Lucy the Elephant, seen from the parking lot beside her. Wilma Kurz in the forefront, and the two cars, give you an idea of her size. The howdah, hit by lightning last Spring, is waiting repair before it is replaced on Lucy’s back.

Kurz photo

In my column in the December/January issue of Old Stuff, I mentioned a visit to an elephant named Lucy, and promised a picture to follow. Here she is, six stories high.

She was built by a real estate speculator in the 1880s. He owned a great deal of land on the New Jersey shore, a few miles south of Atlantic City, and he was very eager to sell some of these parcels. He built the elephant as an attraction to entice potential buyers to the town of Margate, where the land was located.

Lucy the Elephant, six stories tall, gazes out at the Atlantic Ocean on the Jersey shore.

Old Stuff photo

Lucy is six stories tall and beautifully finished inside. Today, the interior is used as a museum, but originally, it served as the real estate office. Following that, at one point, it was purchased by a family and used as their summer seaside home. To enter, you climb a spiral staircase in one back leg. The other back leg serves as an exit today. She faces the Atlantic Ocean, which you can see through her eyeballs.

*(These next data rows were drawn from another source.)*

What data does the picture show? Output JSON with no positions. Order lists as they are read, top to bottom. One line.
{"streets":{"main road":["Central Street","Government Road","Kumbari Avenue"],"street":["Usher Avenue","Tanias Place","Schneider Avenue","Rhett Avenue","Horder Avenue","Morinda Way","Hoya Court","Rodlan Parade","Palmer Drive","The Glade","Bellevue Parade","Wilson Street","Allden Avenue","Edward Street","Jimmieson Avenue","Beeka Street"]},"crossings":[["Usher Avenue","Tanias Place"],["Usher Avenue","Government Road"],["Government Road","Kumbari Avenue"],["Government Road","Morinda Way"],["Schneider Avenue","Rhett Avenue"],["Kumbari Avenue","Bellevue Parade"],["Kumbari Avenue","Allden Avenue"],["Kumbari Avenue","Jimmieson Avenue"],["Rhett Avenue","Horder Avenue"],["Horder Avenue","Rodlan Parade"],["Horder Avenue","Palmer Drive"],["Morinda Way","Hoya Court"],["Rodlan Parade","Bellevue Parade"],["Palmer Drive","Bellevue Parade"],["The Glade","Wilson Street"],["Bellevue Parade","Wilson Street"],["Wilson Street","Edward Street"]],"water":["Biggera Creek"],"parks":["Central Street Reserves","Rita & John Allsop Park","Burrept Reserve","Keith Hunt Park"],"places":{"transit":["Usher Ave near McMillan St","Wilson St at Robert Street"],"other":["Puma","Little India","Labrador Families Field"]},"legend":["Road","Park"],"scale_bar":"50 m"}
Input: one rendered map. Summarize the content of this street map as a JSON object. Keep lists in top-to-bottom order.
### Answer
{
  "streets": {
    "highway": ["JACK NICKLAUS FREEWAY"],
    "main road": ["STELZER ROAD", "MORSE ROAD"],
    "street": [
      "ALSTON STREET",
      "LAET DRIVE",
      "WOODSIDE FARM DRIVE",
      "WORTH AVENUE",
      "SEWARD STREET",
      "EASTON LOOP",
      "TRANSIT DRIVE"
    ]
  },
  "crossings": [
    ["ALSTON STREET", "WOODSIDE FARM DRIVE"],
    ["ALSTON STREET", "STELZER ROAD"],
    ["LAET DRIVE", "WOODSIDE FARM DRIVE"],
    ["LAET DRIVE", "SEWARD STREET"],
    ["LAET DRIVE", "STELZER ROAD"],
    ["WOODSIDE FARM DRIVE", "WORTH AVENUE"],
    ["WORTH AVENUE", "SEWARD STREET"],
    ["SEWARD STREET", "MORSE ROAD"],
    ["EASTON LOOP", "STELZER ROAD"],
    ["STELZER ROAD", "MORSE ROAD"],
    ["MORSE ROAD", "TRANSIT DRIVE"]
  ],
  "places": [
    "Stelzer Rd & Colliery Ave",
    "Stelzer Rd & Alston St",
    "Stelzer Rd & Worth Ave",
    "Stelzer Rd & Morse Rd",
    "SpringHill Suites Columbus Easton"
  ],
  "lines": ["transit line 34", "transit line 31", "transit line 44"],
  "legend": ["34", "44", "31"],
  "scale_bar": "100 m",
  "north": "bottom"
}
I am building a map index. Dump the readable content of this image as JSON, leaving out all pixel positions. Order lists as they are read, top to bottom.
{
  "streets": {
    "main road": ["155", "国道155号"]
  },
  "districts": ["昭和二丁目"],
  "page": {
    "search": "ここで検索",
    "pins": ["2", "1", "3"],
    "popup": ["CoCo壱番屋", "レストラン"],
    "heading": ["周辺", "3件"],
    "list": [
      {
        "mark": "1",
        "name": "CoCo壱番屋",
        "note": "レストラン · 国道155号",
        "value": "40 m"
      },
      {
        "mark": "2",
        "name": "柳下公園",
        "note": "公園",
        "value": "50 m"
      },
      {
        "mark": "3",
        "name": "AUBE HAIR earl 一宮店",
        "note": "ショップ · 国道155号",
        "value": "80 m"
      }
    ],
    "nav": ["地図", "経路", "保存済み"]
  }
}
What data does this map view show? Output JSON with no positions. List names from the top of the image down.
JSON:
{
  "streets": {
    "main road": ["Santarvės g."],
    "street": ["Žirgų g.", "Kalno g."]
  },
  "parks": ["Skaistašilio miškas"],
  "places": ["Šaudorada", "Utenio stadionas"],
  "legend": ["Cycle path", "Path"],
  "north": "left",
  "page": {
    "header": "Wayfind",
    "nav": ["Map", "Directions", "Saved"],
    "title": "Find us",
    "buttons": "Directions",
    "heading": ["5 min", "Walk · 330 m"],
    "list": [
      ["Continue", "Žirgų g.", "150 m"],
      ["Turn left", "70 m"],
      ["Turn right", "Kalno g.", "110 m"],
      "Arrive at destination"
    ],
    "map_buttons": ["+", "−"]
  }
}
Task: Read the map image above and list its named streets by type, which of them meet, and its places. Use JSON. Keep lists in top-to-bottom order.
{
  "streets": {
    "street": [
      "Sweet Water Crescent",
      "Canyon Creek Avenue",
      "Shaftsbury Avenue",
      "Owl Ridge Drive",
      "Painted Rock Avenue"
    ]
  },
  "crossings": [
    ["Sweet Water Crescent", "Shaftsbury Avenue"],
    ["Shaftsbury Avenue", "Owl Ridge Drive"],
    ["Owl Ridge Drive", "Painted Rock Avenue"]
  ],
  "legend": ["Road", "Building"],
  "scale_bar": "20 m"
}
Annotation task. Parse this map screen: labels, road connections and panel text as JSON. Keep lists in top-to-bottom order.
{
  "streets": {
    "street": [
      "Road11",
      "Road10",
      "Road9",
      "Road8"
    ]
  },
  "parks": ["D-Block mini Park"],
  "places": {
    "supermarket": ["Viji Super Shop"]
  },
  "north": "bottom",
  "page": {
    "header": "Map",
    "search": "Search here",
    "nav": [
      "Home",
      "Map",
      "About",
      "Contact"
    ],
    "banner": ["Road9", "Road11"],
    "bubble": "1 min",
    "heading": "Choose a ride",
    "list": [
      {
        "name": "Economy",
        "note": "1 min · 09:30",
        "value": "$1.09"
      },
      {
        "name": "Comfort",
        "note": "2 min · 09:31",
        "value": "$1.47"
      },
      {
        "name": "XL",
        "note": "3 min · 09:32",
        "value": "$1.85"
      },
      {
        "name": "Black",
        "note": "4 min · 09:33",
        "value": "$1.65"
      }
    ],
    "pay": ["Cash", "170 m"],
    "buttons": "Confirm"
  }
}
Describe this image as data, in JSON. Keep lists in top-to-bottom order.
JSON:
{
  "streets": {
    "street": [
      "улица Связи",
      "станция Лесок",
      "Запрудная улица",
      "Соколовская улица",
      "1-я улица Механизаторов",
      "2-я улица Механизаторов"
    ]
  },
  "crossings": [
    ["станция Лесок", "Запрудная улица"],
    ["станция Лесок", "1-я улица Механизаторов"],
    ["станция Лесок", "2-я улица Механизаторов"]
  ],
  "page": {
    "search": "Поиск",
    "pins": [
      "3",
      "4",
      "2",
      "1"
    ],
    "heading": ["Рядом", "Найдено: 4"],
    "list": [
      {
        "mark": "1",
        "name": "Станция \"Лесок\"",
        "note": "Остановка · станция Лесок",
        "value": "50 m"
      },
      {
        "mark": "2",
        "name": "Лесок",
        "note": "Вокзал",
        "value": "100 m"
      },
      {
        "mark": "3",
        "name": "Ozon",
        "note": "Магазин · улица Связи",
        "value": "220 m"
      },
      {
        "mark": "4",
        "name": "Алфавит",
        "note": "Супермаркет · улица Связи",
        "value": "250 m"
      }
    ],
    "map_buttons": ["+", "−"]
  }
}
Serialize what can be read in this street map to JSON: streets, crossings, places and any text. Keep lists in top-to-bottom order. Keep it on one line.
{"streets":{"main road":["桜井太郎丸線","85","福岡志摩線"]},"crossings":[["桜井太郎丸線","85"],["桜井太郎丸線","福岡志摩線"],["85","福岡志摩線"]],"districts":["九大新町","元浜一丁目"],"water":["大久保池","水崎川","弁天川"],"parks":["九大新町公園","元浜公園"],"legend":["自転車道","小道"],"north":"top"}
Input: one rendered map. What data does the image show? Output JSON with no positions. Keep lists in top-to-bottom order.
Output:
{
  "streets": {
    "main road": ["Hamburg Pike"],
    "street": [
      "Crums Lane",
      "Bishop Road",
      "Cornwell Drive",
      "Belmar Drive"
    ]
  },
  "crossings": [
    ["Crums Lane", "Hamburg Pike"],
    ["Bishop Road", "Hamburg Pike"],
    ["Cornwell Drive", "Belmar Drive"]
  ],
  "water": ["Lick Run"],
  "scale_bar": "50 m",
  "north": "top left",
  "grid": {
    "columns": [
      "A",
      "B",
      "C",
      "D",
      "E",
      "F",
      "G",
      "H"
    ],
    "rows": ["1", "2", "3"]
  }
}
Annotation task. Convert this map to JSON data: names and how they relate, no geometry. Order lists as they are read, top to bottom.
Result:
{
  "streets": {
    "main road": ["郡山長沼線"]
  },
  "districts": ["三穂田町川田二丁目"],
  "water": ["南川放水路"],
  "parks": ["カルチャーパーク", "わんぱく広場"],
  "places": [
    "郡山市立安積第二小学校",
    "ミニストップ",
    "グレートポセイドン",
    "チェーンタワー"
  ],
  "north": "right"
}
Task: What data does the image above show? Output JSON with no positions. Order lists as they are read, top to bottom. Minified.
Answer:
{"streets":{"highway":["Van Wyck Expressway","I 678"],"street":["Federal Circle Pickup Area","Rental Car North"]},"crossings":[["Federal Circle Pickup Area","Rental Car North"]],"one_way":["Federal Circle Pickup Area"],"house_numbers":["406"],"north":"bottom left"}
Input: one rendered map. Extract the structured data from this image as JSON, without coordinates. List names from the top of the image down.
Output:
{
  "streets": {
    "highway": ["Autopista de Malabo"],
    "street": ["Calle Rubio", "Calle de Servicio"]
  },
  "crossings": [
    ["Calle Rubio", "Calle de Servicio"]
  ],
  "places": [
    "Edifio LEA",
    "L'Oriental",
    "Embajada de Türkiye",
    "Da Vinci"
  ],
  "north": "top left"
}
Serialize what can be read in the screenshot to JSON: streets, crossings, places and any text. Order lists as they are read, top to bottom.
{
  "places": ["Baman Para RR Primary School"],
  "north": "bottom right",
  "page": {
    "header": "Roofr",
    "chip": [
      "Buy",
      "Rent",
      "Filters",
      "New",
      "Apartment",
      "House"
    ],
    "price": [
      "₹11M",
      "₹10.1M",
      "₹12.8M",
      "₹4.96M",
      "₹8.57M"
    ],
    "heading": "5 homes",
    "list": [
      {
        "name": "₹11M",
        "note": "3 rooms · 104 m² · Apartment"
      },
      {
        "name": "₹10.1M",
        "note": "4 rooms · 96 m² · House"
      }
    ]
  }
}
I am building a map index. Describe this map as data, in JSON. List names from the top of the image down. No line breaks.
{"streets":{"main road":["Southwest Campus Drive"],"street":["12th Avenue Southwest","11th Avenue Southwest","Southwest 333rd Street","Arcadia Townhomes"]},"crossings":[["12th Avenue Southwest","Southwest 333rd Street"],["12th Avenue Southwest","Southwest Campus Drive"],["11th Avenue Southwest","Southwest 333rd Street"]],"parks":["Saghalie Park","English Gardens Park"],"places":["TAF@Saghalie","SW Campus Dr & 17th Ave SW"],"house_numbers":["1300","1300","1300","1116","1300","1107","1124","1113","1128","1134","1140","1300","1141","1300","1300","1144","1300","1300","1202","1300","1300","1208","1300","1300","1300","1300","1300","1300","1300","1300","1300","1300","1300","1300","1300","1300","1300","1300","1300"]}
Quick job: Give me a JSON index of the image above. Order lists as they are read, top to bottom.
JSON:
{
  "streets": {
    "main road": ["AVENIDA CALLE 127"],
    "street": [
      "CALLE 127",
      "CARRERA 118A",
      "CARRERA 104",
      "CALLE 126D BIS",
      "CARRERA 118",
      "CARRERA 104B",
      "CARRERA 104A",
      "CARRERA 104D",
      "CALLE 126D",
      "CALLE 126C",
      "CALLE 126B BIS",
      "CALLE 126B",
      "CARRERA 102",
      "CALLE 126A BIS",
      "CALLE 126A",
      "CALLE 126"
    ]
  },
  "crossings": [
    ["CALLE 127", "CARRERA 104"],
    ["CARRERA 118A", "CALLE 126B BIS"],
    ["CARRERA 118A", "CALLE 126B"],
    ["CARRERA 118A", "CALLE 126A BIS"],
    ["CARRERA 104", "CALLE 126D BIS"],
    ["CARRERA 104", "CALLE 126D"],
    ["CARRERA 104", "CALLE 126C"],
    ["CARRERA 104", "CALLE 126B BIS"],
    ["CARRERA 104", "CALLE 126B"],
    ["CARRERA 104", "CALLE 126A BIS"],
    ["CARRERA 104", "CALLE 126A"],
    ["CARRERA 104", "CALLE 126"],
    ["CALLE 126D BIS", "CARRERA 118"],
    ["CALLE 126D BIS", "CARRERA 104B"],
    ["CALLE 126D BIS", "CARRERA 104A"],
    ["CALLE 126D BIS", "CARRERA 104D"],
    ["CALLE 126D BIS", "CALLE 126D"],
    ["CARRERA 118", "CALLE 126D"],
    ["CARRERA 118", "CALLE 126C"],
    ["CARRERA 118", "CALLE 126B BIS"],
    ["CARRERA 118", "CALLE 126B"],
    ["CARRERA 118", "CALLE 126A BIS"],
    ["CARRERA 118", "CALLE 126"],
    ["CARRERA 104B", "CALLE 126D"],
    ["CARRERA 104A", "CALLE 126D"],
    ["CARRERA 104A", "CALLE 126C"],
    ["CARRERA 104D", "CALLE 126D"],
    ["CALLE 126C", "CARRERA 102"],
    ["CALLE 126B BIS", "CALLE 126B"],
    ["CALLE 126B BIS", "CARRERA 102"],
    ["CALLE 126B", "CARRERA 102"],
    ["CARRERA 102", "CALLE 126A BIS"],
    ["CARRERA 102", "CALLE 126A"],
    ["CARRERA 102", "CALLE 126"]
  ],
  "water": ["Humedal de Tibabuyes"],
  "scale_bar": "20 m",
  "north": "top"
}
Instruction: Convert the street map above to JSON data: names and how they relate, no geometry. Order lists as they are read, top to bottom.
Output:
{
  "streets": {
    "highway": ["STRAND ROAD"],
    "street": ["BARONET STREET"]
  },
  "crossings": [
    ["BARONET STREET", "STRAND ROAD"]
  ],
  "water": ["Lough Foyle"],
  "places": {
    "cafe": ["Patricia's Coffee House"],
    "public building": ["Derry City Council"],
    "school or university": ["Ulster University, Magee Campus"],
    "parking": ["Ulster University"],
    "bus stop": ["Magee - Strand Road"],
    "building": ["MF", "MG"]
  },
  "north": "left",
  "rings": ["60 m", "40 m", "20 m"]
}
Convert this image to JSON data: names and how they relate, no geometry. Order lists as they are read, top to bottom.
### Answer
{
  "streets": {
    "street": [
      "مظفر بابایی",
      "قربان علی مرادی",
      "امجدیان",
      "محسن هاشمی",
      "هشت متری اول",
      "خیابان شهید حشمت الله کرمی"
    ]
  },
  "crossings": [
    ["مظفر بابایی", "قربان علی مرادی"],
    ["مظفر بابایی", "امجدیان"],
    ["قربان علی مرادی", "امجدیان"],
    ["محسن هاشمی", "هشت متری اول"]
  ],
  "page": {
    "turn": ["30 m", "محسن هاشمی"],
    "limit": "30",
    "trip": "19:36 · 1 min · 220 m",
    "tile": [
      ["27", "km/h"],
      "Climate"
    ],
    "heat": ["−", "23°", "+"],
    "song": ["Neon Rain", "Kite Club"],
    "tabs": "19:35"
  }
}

In the early 20th century, Lucy the Elephant was a popular destination, visited by Presidents and royalty, who would stay at the nearby Elephant Hotel. Through the years, she survived hurricanes, ocean floods and fires, but eventually, by the 1960s, she was terminally ill from neglect.

When a developer purchased her lot, and determined that this wreck of an elephant had to go, a Save Lucy Committee was formed of local citizens and the decaying structure was moved two blocks to city property. She has now been restored, and is designated as a National Historic Landmark as the oldest existing example of “zoomorphic” architecture.
If you’re on the Jersey coast, don’t miss the chance to climb inside Lucy. You can view the Atlantic Ocean through her eyeballs and sights to the west through the pane in her “you know what.”

The pictures shown here do not show the howdah that belongs on top of Lucy’s back. She, and it, were hit by lightning last Spring, and it’s now on the ground beside her, waiting for repair.

Donna Miller


Lucy has her own web site: see www.lucytheelephant.org.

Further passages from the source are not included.